Enhancement of the effective mass at high magnetic fields in CeRhIn$_5$

TL;DR

This study investigates how high magnetic fields induce Fermi surface changes in CeRhIn$_5$, revealing enhanced effective masses and electron itineracy, with implications for understanding Kondo lattice behavior under strong magnetic fields.

Contribution

It provides new insights into the field-induced delocalization of $4f$ electrons and the robustness of Kondo coupling in CeRhIn$_5$ through comprehensive thermodynamic and quantum oscillation measurements.

Findings

Significant enhancement of Sommerfeld coefficient above 17 T

Observation of increased spin-dependent effective masses

Detection of Fermi surface reconstruction at 30 T

Abstract

The Kondo-lattice compound CeRhIn$_5$ displays a field-induced Fermi surface reconstruction at $B^*\approx30$ T, which occurs within the antiferromagnetic state, prior to the quantum critical point at $B_{c0}\approx50$ T. Here, in order to investigate the nature of the Fermi surface change, we measured the magnetostriction, specific heat, and magnetic torque of CeRhIn$_5$ across a wide range of magnetic fields.
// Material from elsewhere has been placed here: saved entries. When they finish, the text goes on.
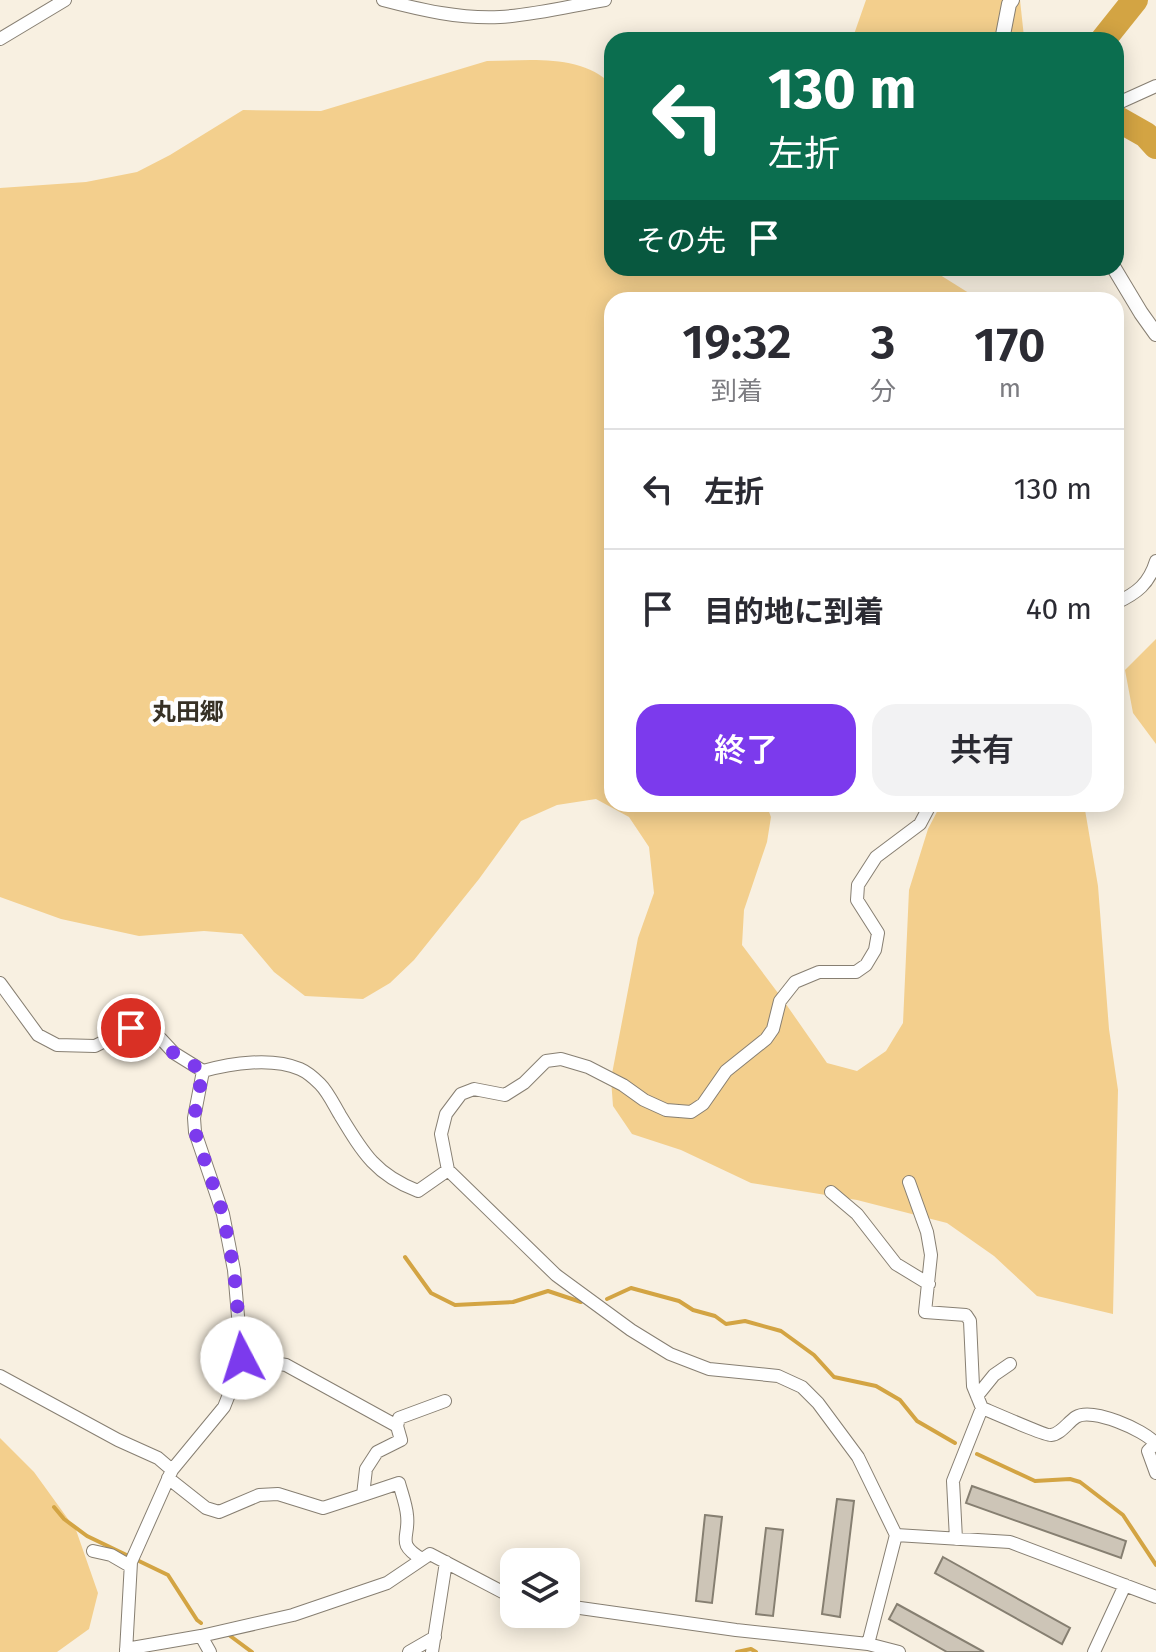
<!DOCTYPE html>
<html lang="ja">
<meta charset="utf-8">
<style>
body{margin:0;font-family:"Fira Sans","Noto Sans JP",sans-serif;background:#f2f2f3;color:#2b2b33;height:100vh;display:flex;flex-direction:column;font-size:30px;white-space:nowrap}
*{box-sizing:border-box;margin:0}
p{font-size:26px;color:#7c7c81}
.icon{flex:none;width:44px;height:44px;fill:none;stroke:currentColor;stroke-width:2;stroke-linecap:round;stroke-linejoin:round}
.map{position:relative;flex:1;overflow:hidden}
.drawer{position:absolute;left:604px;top:292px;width:520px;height:520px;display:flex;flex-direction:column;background:#fff;border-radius:24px;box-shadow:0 4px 20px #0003}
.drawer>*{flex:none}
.top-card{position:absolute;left:604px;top:32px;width:520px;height:244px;border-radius:24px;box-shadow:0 4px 20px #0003;background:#0b6e4f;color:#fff;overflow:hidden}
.controls{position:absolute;left:500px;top:1548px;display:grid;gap:16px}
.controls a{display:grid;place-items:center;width:80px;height:80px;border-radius:16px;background:#fff;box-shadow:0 4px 20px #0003;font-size:40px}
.pin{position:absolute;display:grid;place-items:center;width:68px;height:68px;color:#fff;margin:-34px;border:4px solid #fff;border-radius:50%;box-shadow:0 2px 8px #0007}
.me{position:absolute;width:88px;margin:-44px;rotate:355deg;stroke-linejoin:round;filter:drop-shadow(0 0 6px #0008)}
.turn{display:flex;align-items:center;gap:28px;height:168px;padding:0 32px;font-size:36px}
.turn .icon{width:104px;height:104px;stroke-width:2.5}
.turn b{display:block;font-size:56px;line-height:68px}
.then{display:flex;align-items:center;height:76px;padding:0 32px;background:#0003;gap:16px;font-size:30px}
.eta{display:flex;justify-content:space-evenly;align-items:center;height:136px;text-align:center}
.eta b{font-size:48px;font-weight:600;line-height:56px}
.button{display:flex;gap:16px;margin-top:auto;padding:16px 32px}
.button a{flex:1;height:92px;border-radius:24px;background:#7c3aed;color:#fff;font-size:32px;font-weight:600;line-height:92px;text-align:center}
.button a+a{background:#f2f2f3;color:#2b2b33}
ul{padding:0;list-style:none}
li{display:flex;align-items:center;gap:24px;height:120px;padding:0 32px;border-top:2px solid #e1e1e2}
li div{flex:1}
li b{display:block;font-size:30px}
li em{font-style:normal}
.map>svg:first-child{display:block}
.green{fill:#f3cf8d}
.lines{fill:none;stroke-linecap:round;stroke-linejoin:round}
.stream{stroke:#d3a443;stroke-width:4}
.river{stroke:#d3a443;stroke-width:26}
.building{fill:#cdc5b7;stroke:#867f71;stroke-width:2}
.minor-casing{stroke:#877f72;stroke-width:14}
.tertiary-casing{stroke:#877f72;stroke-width:16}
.minor{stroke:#fff;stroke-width:12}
.tertiary{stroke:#fff;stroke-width:14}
.route{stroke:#7c3aed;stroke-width:14;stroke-dasharray:0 25.2}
.labels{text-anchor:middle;stroke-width:8;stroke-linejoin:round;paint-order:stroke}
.quarter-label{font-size:24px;font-weight:bold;fill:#373125;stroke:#fefefe}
</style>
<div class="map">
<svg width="1156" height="1652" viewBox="0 0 1156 1652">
<rect width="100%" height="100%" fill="#f8f0e1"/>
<path class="green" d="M866 0H1020L1024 37 1022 40H852Z
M487 61C528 61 581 53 612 85V268H929L980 300H612V804H766L771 817 767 842 744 910 742 945 781 997 827 1063 857 1071 886 1051 903 1023 909 890 928 829 941 804H1084L1098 886 1109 1029 1118 1090 1113 1314 1037 1296 994 1256 947 1223 857 1200 751 1183 681 1150 632 1134 613 1106 611 1079 638 938 654 893 649 847 629 817 596 799 557 805 521 821 479 879 414 960 390 983 363 999 305 996 274 972 242 934 204 931 139 936 61 919 0 897V188L86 182 137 172 170 155 243 110 321 111Z
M1156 639V744L1133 713 1125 670Z
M0 1438 34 1472 76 1530 98 1593 89 1629 57 1652H0Z"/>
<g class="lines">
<path class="stream" d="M405 1257 431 1293 455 1305 513 1302 548 1291 581 1302
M607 1299 631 1288 679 1301 693 1310 715 1316 726 1324 745 1321 781 1331 814 1355 834 1377 876 1386 900 1400 917 1421 955 1443
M977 1454 1035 1481 1070 1479 1080 1482 1123 1515 1156 1565
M54 1507 64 1519 87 1536 168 1575 197 1620 201 1623
M229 1635 252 1652
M737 1652 751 1649 756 1652"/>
<path class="river" d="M1103 40 1135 0
M1116 118 1146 135 1156 146"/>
</g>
<path class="building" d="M972 1486 1126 1541 1121 1558 966 1503Z
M837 1499 854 1501 840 1617 822 1614Z
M705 1515 722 1517 712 1603 696 1601Z
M766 1528 783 1530 773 1616 756 1614Z
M943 1557 1070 1628 1062 1644 935 1573Z
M897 1604 984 1652H947L889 1619Z"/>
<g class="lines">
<g class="minor-casing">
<path id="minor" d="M383 0C421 10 460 19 500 17 535 15 570 6 605 0
M0 39 65 0
M1116 104 1156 86
M1116 603C1137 593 1149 584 1156 561
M0 983 38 1035 57 1045 95 1046 131 1028 148 1030 161 1039 174 1053 203 1071C232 1063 272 1057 300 1069 307 1072 315 1079 320 1084 328 1092 334 1105 340 1115 363 1153 376 1175 418 1191L448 1170
M909 1182 927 1232 931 1255 925 1312 966 1315 970 1321 973 1386 982 1408 953 1481 956 1539
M831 1192 857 1214 896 1264 929 1284
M0 1376 118 1440 158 1458 172 1470
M977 1396 994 1375 1010 1364
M982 1408C992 1412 1046 1436 1051 1435 1061 1434 1068 1422 1076 1417 1092 1407 1144 1430 1155 1443
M397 1426 399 1418 445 1401
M1156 1443 1148 1451 1156 1473
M168 1478 206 1508 219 1512 259 1495 278 1494 323 1508 363 1495 366 1469 377 1452 401 1440 397 1426 286 1365 242 1358
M363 1495 399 1483C402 1494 406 1504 407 1515 410 1538 395 1543 422 1559
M896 1535 1010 1542 1156 1597
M93 1551 111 1555 130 1566
M566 1606 736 1630 868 1644 899 1652
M201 1636 210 1652
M868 1644 896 1535 858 1457 818 1403 802 1387 778 1376 709 1369 670 1354 631 1330 556 1275 448 1170 441 1134 446 1114 461 1094 474 1089 505 1095 524 1083 546 1061 561 1059 588 1067 623 1085 644 1100 666 1110 691 1112 703 1104 726 1071 766 1039 773 1029 780 1001 795 982 819 972H856L866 965 875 950 878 933 857 900 858 885 876 857 920 824 929 807 928 804
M126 1649 201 1636 293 1615 387 1583 430 1554 514 1598
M126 1652 131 1562 172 1470 224 1407 242 1362 234 1270 223 1214 195 1132 194 1118 203 1071
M409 1652 435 1637
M432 1652 446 1562
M1094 1652 1125 1585"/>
</g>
<g class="tertiary-casing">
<path id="tertiary" d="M1002 40 1009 4 1012 0
M1114 268 1141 313 1156 334"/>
</g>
<use href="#minor" class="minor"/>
<use href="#tertiary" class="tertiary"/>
</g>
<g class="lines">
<path class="route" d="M131 1028C160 1032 155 1038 175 1054 183 1060 194 1065 203 1071L194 1118 195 1132 223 1214 234 1270 242 1358"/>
</g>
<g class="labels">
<g class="quarter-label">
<text x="188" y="720">丸田郷</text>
</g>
</g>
</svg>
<div class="controls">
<a><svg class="icon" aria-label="layers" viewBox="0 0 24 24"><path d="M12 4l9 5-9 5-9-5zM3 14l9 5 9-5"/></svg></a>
</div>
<div class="pin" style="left:131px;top:1028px;background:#d93025"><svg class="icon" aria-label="arrive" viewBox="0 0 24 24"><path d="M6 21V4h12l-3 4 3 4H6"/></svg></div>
<svg class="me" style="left:242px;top:1358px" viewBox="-20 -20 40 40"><circle r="19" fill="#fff"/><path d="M0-13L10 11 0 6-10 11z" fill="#7c3aed"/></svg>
<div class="top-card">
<div class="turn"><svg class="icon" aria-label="left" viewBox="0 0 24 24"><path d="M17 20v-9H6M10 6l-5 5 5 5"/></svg><div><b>130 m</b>左折</div></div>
<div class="then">その先<svg class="icon" aria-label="arrive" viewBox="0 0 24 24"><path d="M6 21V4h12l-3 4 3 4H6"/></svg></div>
</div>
<section class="drawer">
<div class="eta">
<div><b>19:32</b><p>到着</p></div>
<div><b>3</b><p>分</p></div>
<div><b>170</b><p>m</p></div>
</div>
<ul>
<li><svg class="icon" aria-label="left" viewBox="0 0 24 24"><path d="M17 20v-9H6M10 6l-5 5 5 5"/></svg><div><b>左折</b></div><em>130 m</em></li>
<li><svg class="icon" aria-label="arrive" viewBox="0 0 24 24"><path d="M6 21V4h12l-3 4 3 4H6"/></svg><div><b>目的地に到着</b></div><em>40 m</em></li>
</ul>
<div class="button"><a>終了</a><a>共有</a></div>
</section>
</div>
Our observations uncover the field-induced itineracy of the $4f$ electrons, where above $B_{\rm onset}\approx17$ T there is a significant enhancement of the Sommerfeld coefficient, and spin-dependent effective cyclotron masses determined from quantum oscillations. Upon crossing $B_{\rm onset}$, the temperature dependence of the specific heat also shows distinctly different behavior from that at low fields. Our results indicate that the Kondo coupling is remarkably robust upon increasing the magnetic field. This is ascribed to the delocalization of the $4f$ electrons at the Fermi surface reconstruction at $B^*$.